The substance of the argument for the plea is that the suit amounts to an effort to enforce *Page 73 a forfeiture to which the court will not lend its aid. The binding force of the stipulation, into which the parties have entered freely, is maintained by the courts elsewhere with practical unanimity. 26 C. J. § 120, p. 115; 2 Cooley's Briefs, p. 1873, where the cases are collected. We see no convincing reason why this court should hold otherwise.

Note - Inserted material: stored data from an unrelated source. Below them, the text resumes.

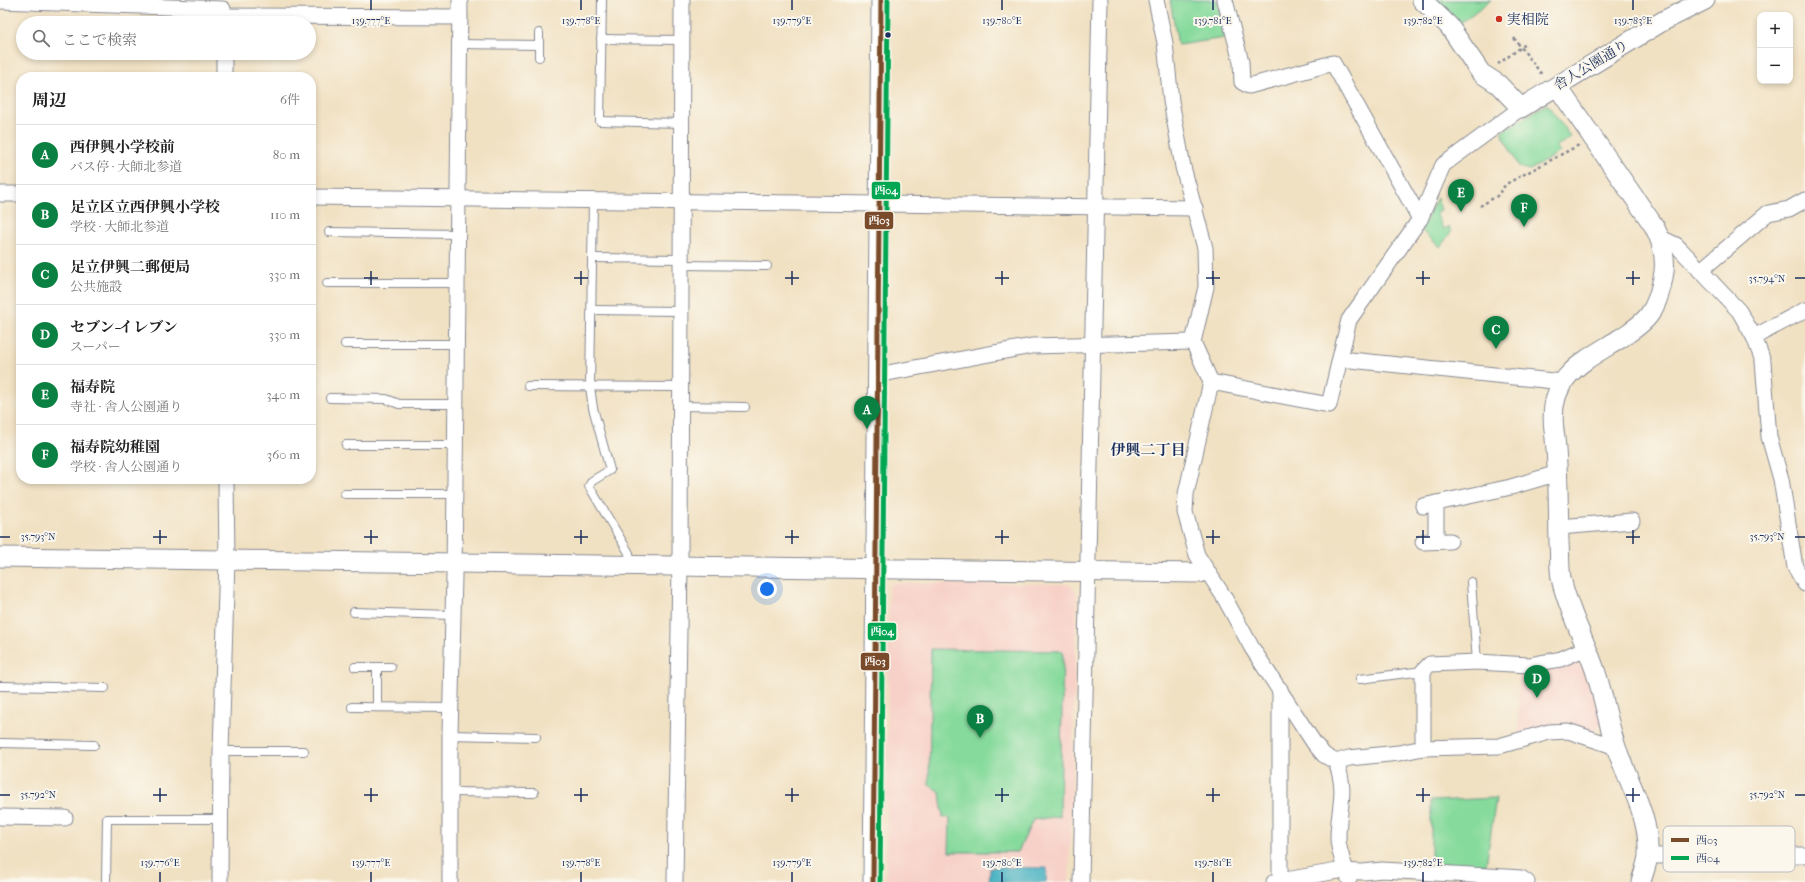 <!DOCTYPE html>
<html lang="ja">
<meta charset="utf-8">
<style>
:root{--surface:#fff;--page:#f6f6f6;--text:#222;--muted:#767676;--line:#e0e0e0;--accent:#0b8043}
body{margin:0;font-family:"IM FELL French Canon","Noto Serif JP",serif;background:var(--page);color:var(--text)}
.controls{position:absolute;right:12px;top:12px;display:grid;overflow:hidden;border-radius:8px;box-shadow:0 2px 6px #0003}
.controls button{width:36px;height:36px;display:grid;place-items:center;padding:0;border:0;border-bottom:1px solid var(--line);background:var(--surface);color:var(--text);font:20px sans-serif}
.you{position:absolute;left:767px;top:589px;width:14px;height:14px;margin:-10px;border:3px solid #fff;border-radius:50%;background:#1a73e8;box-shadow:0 0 0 6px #1a73e833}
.badge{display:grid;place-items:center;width:26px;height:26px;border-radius:50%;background:var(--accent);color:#fff;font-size:13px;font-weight:700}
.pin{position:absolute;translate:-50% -33px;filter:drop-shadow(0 1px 2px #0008)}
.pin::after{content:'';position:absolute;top:21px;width:14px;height:12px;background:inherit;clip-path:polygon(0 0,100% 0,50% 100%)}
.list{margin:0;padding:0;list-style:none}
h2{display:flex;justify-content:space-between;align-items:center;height:52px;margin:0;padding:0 16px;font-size:17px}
h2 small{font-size:13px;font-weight:400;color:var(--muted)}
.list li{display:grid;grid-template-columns:26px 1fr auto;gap:12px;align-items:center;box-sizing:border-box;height:60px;padding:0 16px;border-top:1px solid var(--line)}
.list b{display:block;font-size:15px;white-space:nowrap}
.list p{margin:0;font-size:13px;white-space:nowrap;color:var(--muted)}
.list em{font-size:13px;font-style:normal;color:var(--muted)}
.icon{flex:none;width:22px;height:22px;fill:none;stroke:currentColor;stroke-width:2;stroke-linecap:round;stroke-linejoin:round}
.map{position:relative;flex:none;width:1805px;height:882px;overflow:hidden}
.search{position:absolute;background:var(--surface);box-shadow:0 2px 6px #0003;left:16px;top:16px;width:300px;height:44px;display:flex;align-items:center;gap:10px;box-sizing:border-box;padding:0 14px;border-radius:22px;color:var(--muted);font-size:15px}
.panel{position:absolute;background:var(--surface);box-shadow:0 2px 6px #0003;left:16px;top:72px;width:300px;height:412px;border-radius:16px}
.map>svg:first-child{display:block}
</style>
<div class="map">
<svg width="1805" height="882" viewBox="0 0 1805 882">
<rect width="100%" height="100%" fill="#fbf7ec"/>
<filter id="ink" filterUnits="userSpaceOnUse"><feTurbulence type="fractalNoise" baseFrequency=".025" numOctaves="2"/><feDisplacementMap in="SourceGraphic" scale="8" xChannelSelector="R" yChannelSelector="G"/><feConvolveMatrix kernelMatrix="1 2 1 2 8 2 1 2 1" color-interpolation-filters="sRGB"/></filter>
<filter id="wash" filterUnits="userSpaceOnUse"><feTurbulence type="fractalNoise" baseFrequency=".012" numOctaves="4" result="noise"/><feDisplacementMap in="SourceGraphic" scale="16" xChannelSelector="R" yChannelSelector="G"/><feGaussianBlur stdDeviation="0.9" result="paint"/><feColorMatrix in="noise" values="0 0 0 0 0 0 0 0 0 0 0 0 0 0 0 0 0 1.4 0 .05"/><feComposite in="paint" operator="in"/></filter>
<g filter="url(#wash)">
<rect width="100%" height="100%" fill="#f1e1c3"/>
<g fill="#f7d1c8">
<polygon points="894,583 1069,584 1077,594 1069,882 886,882 889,587"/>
<polygon points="1572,658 1588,673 1602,724 1591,734 1519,734 1518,669"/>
</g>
<g fill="#86da9c" stroke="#50847d">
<polygon points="1170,0 1217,0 1225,38 1178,45"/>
<polygon points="1437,0 1491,0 1460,23"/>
<polygon points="1547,104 1571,138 1556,146 1560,152 1530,170 1519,167 1501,132"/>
<polygon points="1437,198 1441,210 1436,212 1443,229 1449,227 1451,232 1440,247 1421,230"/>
<polygon points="931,649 1063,651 1060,816 1033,820 1018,852 949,852 950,818 943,817 940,792 929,785"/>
<polygon points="1496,798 1486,865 1431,864 1431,801"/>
</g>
<polygon fill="#43b0c1" stroke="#2f7090" points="990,867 1047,868 1046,882 989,882"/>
</g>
<g filter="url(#ink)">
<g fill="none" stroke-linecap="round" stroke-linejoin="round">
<g stroke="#868890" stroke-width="10">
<g id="service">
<polyline points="602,0 600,121 681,123"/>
<polyline points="539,33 539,57"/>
<polyline points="601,39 681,40"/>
<polyline points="460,44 539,45"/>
<polyline points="593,201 590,387 593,408 610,470 592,481 589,486 629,553 630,564"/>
<polyline points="329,232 457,234"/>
<polyline points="593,258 680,259"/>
<polyline points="680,265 767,266"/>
<polyline points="327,283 457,283"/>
<polyline points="592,310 680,311"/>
<polyline points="345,344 456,344"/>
<polyline points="528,386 679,387"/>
<polyline points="330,398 386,399 399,404 456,404"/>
<polyline points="679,406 745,407"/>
<polyline points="346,445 455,445"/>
<polyline points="345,494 454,494"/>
<polyline points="1471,582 1477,662"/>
<polyline points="354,612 452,615"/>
<polyline points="355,667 391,667"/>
<polyline points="1360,679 1423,671"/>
<polyline points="0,686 105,688"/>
<polyline points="352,707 450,708"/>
<polyline points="377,707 377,667"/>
<polyline points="450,735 536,737"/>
<polyline points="0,743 94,745"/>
<polyline points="221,751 304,751"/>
<polyline points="449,792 534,793"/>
<polyline points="106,882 107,819 221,819"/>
</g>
</g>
<g stroke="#868890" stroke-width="17">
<g id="minor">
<polyline points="1156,0 1165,43 1171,101 1183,167 1205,248 1206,287 1193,342"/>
<polyline points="0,1 223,9"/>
<polyline points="223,16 460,17"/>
<polyline points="224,53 224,77"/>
<polyline points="0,194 21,194"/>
<polyline points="311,197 1195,208"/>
<polyline points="1420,219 1443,165 1521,108"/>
<polyline points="1661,238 1676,245 1681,250 1739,311 1754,337 1763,361 1769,437 1781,479 1795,567 1805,584"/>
<polyline points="1700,271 1768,213 1789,209 1805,200"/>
<polyline points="1754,337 1805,310"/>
<polyline points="1341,359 1563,382"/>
<polyline points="877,375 1032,346 1193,342 1211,382 1329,405 1349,320 1420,219 1333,63 1249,86 1242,82 1241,62 1225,0"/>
<polyline points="1211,382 1186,494 1185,512 1197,555 1224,597 1252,648 1314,743 1324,755 1336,762 1349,758 1399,753 1423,748 1499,746 1549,732 1568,731 1616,747"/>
<polyline points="1436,503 1436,541"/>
<polyline points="1423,506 1511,487 1558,473"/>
<polyline points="1559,527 1632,521"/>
<polyline points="1423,542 1450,541"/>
<polyline points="1423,748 1423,671 1430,664 1477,662 1529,665 1561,659 1586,648"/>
<path d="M 1336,762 C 1348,793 1338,807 1338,838 C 1338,852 1345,866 1349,879"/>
<polyline points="0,817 65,818"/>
<polyline points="1648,856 1805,855"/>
<polyline points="220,882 221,751 227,560 226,479"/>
<polyline points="450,882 450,735 454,576 460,0"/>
<polyline points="675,882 680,565 682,0"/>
<polyline points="1081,882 1100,0"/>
<polyline points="1274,882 1337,871 1363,872 1382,870 1506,877 1521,878 1527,882"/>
<polyline points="1280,882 1280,689"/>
</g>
</g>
<g stroke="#868890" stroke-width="21">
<g id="tertiary">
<polyline points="1422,0 1449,26 1481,73 1498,84 1521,108 1663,21 1705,0"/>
<path d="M 1557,86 L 1654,226 C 1663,243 1667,259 1663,278 C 1660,292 1657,304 1649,315 C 1642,325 1631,331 1621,338 C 1583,362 1547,376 1554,430 C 1559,467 1558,504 1559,542 C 1560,554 1559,567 1561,578 C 1568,611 1586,642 1596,673 C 1604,698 1608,723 1616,747 C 1628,782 1650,816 1648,854 C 1648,863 1643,873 1641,882"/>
<polyline points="0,557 1200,573"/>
<polyline points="873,882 881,0"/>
</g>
</g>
<g stroke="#868890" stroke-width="2.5" stroke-dasharray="3 3" stroke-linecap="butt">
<polyline points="1514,38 1543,76"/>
<polyline points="1498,64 1527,43"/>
<polyline points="1480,206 1497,196 1506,184 1579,145"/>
</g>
<use href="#service" stroke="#fff" stroke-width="8"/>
<use href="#minor" stroke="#fff" stroke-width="15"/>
<use href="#tertiary" stroke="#fff" stroke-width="19"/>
<g stroke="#fbf7ec" stroke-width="8">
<polyline id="bus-1" points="873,882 881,0"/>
</g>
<g stroke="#fbf7ec" stroke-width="8">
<polyline id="bus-2" points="880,882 888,0"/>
</g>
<use href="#bus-1" stroke="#7a4b2a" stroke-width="5"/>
<use href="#bus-2" stroke="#00a651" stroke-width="5"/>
</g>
</g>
<path fill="none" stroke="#1b2f5e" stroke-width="1.5" d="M 371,0 L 371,10M 581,0 L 581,10M 792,0 L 792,10M 1002,0 L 1002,10M 1213,0 L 1213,10M 1423,0 L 1423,10M 1633,0 L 1633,10M 371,271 L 371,285M 581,271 L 581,285M 792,271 L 792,285M 1002,271 L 1002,285M 1213,271 L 1213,285M 1423,271 L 1423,285M 1633,271 L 1633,285M 364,278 L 378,278M 574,278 L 588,278M 785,278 L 799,278M 995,278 L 1009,278M 1206,278 L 1220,278M 1416,278 L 1430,278M 1626,278 L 1640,278M 1795,278 L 1805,278M 160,530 L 160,544M 371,530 L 371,544M 581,530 L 581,544M 792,530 L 792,544M 1002,530 L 1002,544M 1213,530 L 1213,544M 1423,530 L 1423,544M 1633,530 L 1633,544M 0,537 L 10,537M 153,537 L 167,537M 364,537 L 378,537M 574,537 L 588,537M 785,537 L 799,537M 995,537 L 1009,537M 1206,537 L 1220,537M 1416,537 L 1430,537M 1626,537 L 1640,537M 1795,537 L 1805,537M 160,788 L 160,802M 371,788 L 371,802M 581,788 L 581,802M 792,788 L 792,802M 1002,788 L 1002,802M 1213,788 L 1213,802M 1423,788 L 1423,802M 1633,788 L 1633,802M 0,795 L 10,795M 153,795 L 167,795M 364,795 L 378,795M 574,795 L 588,795M 785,795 L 799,795M 995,795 L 1009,795M 1206,795 L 1220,795M 1416,795 L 1430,795M 1626,795 L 1640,795M 1795,795 L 1805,795M 160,872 L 160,882M 371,872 L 371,882M 581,872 L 581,882M 792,872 L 792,882M 1002,872 L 1002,882M 1213,872 L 1213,882M 1423,872 L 1423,882"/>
<circle fill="#c8321e" stroke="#fbf7ec" stroke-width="1.5" cx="1499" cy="19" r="4"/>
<circle fill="#1b2f5e" stroke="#fbf7ec" stroke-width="1.5" cx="888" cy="35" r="3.5"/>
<g text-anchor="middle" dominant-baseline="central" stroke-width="4" stroke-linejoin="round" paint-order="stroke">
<g font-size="14" fill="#1b2f5e" stroke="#fbf7ec" text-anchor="start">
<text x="1507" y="19">実相院</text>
</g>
<g font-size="14" fill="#1b2f5e" stroke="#fbf7ec">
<text transform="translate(1591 65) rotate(-31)">舎人公園通り</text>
</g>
<g font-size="15" font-weight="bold" fill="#1b2f5e" stroke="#fbf7ec">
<text x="1148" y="450">伊興二丁目</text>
</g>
</g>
<rect x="1663" y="826" width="132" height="46" rx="6" fill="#fbf7ec" stroke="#b8bbc1" stroke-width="1"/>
<rect x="1671" y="838" width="18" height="4" fill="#7a4b2a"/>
<rect x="1671" y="856" width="18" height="4" fill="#00a651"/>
<g font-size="11" fill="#1b2f5e">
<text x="1696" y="844">西03</text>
<text x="1696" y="862">西04</text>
</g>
<g font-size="10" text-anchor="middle" fill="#1b2f5e" stroke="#fbf7ec" stroke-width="4" stroke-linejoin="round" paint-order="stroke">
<text x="371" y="24">139.777°E</text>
<text x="581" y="24">139.778°E</text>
<text x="792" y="24">139.779°E</text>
<text x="1002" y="24">139.780°E</text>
<text x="1213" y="24">139.781°E</text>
<text x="1423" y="24">139.782°E</text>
<text x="1633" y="24">139.783°E</text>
<text x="1767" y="282">35.794°N</text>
<text x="38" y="540">35.793°N</text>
<text x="1767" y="540">35.793°N</text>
<text x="38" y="798">35.792°N</text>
<text x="1767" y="798">35.792°N</text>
<text x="160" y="866">139.776°E</text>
<text x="371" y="866">139.777°E</text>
<text x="581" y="866">139.778°E</text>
<text x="792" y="866">139.779°E</text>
<text x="1002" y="866">139.780°E</text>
<text x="1213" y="866">139.781°E</text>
<text x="1423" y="866">139.782°E</text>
</g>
<g stroke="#fbf7ec" stroke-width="1.5">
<rect x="871" y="181" width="30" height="19" rx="4" fill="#00a651"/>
<rect x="864" y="211" width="30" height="19" rx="4" fill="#7a4b2a"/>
<rect x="867" y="622" width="30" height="19" rx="4" fill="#00a651"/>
<rect x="860" y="652" width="30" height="19" rx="4" fill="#7a4b2a"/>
</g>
<g font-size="11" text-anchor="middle" font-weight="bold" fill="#fff">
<text x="886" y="194">西04</text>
<text x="879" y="224">西03</text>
<text x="882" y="635">西04</text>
<text x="875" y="665">西03</text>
</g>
</svg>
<div class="controls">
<button>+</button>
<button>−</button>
</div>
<div class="you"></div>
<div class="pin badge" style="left:867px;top:429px">A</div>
<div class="pin badge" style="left:980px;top:738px">B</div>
<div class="pin badge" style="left:1496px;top:349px">C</div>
<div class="pin badge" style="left:1537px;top:698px">D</div>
<div class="pin badge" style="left:1461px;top:212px">E</div>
<div class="pin badge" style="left:1524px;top:227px">F</div>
<div class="search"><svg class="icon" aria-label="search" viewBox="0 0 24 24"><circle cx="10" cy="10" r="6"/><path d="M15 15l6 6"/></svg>ここで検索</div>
<section class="panel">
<h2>周辺<small>6件</small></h2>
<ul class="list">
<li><span class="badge">A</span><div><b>西伊興小学校前</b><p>バス停 · 大師北参道</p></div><em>80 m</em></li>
<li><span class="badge">B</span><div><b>足立区立西伊興小学校</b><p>学校 · 大師北参道</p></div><em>110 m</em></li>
<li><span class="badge">C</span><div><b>足立伊興二郵便局</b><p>公共施設</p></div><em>330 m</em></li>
<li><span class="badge">D</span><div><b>セブン-イレブン</b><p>スーパー</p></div><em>330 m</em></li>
<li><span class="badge">E</span><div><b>福寿院</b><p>寺社 · 舎人公園通り</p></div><em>340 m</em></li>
<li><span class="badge">F</span><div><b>福寿院幼稚園</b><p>学校 · 舎人公園通り</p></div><em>360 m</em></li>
</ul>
</section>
</div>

In the Oklahoma case, Shawnee Mutual Fire Ins. Co. v. Cannedy, 36 Okl. 733, 129 P. 865, 44 L.R.A. (N.S.) 376, cited by appellant, the property insured was destroyed by fire in the interval of suspense following upon the failure of the insured to pay an installment, and suit was brought upon the policy. The defense was founded upon a clause suspending the policy during an interval of nonpayment similar to the stipulation in the present policy. It was ruled that the insurance company, by retaining the premium note and bringing suit to collect it, waived the provision that the policy should be void if the note was not paid at maturity; the theory being, we assume, that if the insured was bound for the payment of the premium, and was so treated by the company, it followed that the company was bound upon the policy, for that, and that alone, constituted the consideration for the promise and obligation of the insured to pay the premium. Limerick v. Home Ins. Co., 150 Ky. 827, 150 S.W. 978, 44 L.R.A. (N.S.) 371. We will not be understood as holding to the opinion that appellee, by retaining the note and bringing this suit to collect all unpaid premiums, has not waived the stipulation for a suspension of liability, while the note or any installment thereof remains due and unpaid, and thereby rendered itself answerable for any loss that may occur during the term of the policy as written. No occasion for a decision of that question has yet arisen in this jurisdiction.
Affirmed.
ANDERSON C. J., and GARDNER and MILLER, JJ., concur.